Statistics of the 26 subjects’ musical background related to the subjective evaluation.
The subjects need to answer each question using a scale from 1 to 5, where “1” represents Very bad and “5” represents Very good. The three questions are related to the common definitions of the three objective source separation evaluation metrics, SDR, SIR, and SAR, respectively.
The results of the subjective evaluations are presented in Figure 9. According to the collected responses for Question 1, the proposed audiovisual method is rated significantly higher than the baseline audio-based method (Wilcoxon signed-rank test shows a p value of 3.5 × 10–31); the average rating is raised from 3.1 to 3.9. For Question 2, the difference is even more significant, as the average rating is increased from 2.6 to 3.8 (with a p value of 3.1 × 10–45), showing that the proposed method is especially beneficial for removing backing vocals from the mixture. Regarding the artifacts introduced into the separated solo vocals in Question 3, both methods achieve a rating between “neutral” and “good”, and the difference is not statistically significant (with a p value of 0.46).
The subjective ratings of the separation quality in response to the three questions. Each error bar shows mean ± standard deviation.
To further investigate how the incorporation of visual information affects the separation performance, in this section, we substitute the visual input (i.e., mouth region of the solo singer) with some non-informative content.

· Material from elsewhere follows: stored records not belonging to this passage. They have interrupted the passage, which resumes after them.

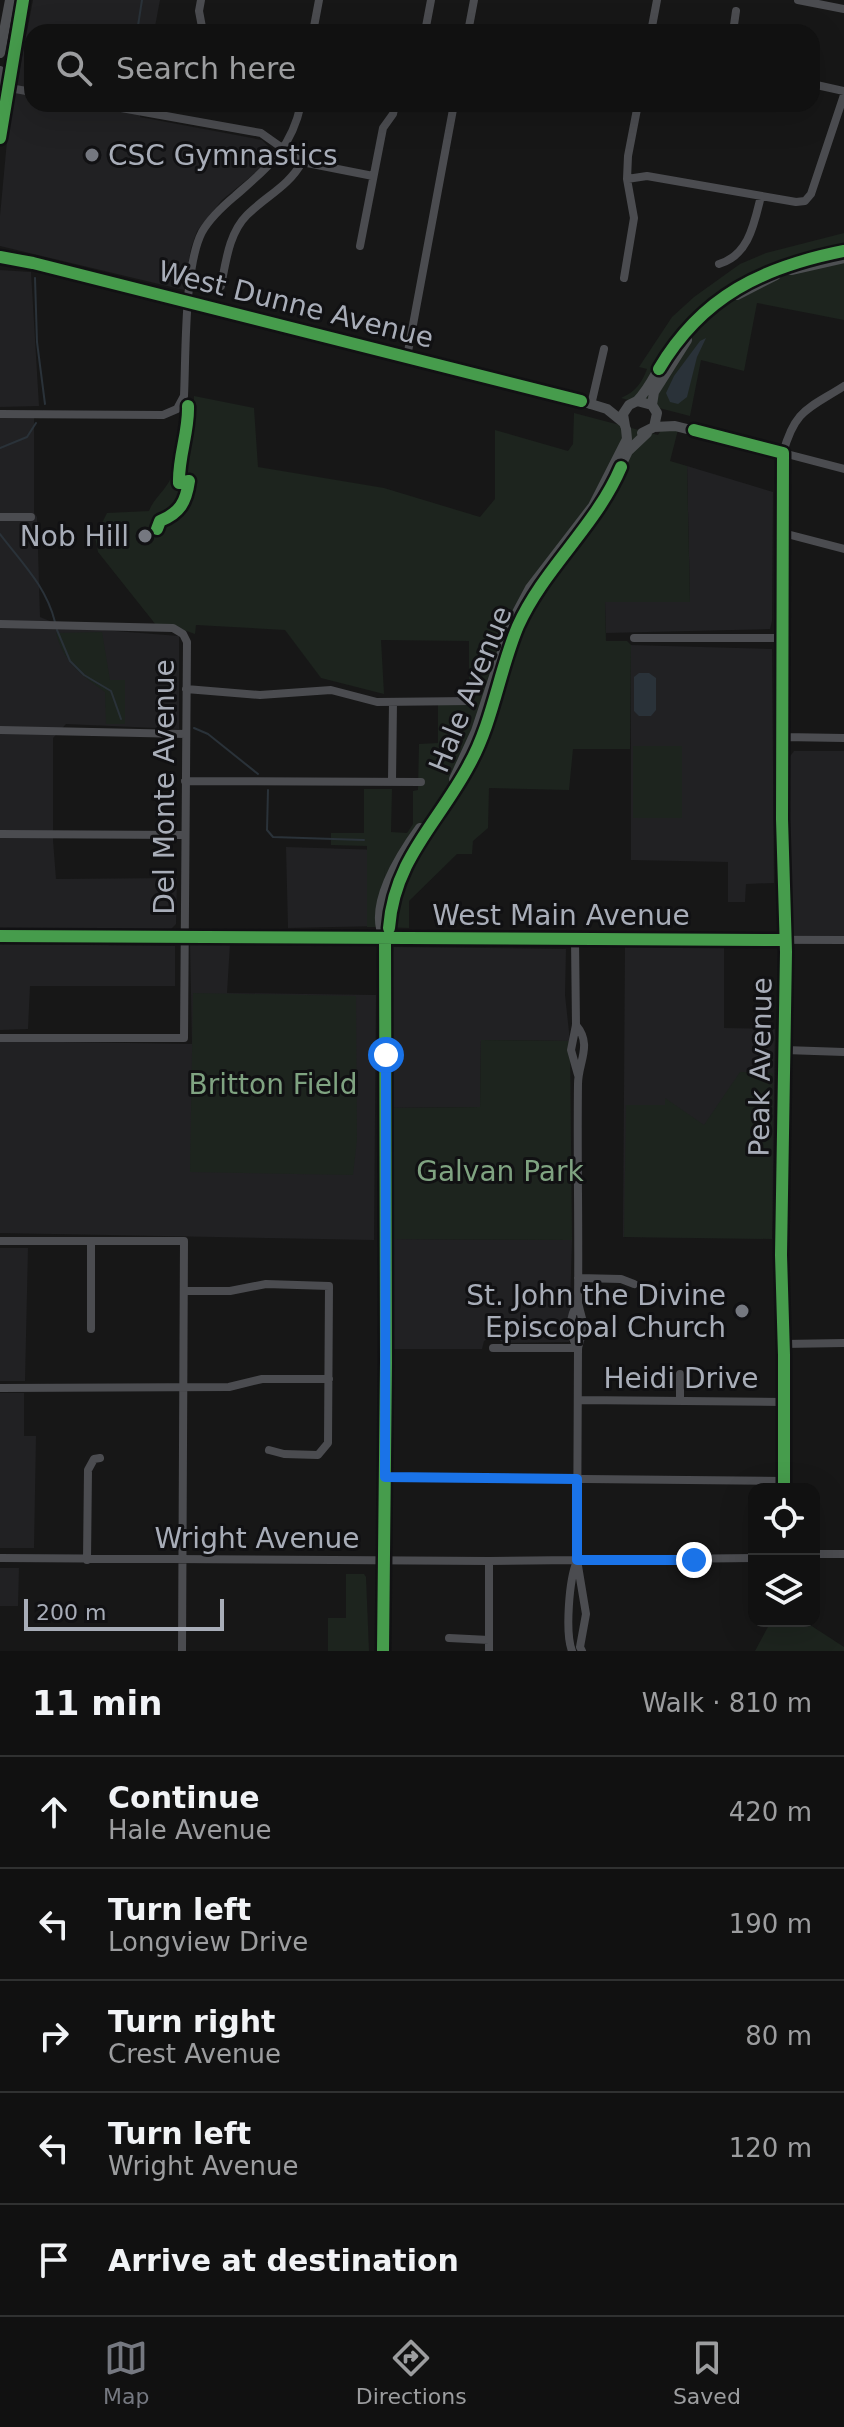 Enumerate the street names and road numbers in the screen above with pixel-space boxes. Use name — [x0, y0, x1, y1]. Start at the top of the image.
street label: West Dunne Avenue — [155, 254, 437, 355]
street label: Hale Avenue — [422, 601, 519, 777]
street label: Del Monte Avenue — [148, 659, 181, 915]
street label: West Main Avenue — [432, 899, 690, 932]
street label: Peak Avenue — [742, 977, 779, 1157]
street label: Heidi Drive — [603, 1362, 759, 1395]
street label: Wright Avenue — [154, 1522, 360, 1555]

Figure 10 shows the separation results for different experimental settings. The model performance always degrades from the audio-based baseline MMDenseLSTM when feeding with irrelevant or misleading information, suggesting that a non-informative visual input is harmful for separation. This is because our training data was not augmented with noise. This also proves that the video branch is an essential part of our model. The performance degradation by feeding white noise or a mismatched singer is more noticeable than a constant input or random scenes. This may be because the model is more likely to overfit irrelevant visual fluctuations in the training data, while for a constant visual input the model is more likely to ignore it. In all these cases, the input of random scenes is most likely to happen in real scenarios, when the singer’s mouth region is not shown or is occluded in the video. Without a preprocessing method to filter out these irrelevant scenes, these would be considered failing cases for the proposed model. Nonetheless, in all of these circumstances, the separation performance still achieves a median SDR over 5dB for most cases. This suggests that the audio branch is dominant in the model inference. Comparing with the “No-mask” results in Figure 6, this also confirms our claim in Section 5.4 that the mask layer helps to improve the model robustness, even when the visual input is less informative.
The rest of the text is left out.